• Recorded data:
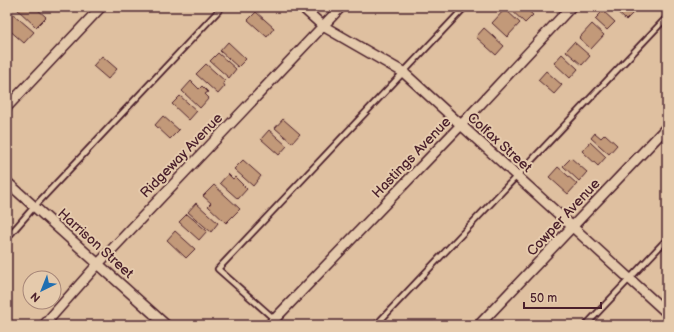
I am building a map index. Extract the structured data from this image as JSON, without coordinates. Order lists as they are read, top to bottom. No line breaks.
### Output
{"streets":{"street":["Colfax Street","Ridgeway Avenue","Hastings Avenue","Cowper Avenue","Harrison Street"]},"crossings":[["Colfax Street","Ridgeway Avenue"],["Colfax Street","Hastings Avenue"],["Colfax Street","Cowper Avenue"],["Ridgeway Avenue","Harrison Street"]],"scale_bar":"50 m","north":"bottom left"}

• Task item:
Produce an exact copy of each line of data, skipping embedded images.

• Task response:
I am building a map index. Extract the structured data from this image as JSON, without coordinates. Order lists as they are read, top to bottom. No line breaks.
### Output
{"streets":{"street":["Colfax Street","Ridgeway Avenue","Hastings Avenue","Cowper Avenue","Harrison Street"]},"crossings":[["Colfax Street","Ridgeway Avenue"],["Colfax Street","Hastings Avenue"],["Colfax Street","Cowper Avenue"],["Ridgeway Avenue","Harrison Street"]],"scale_bar":"50 m","north":"bottom left"}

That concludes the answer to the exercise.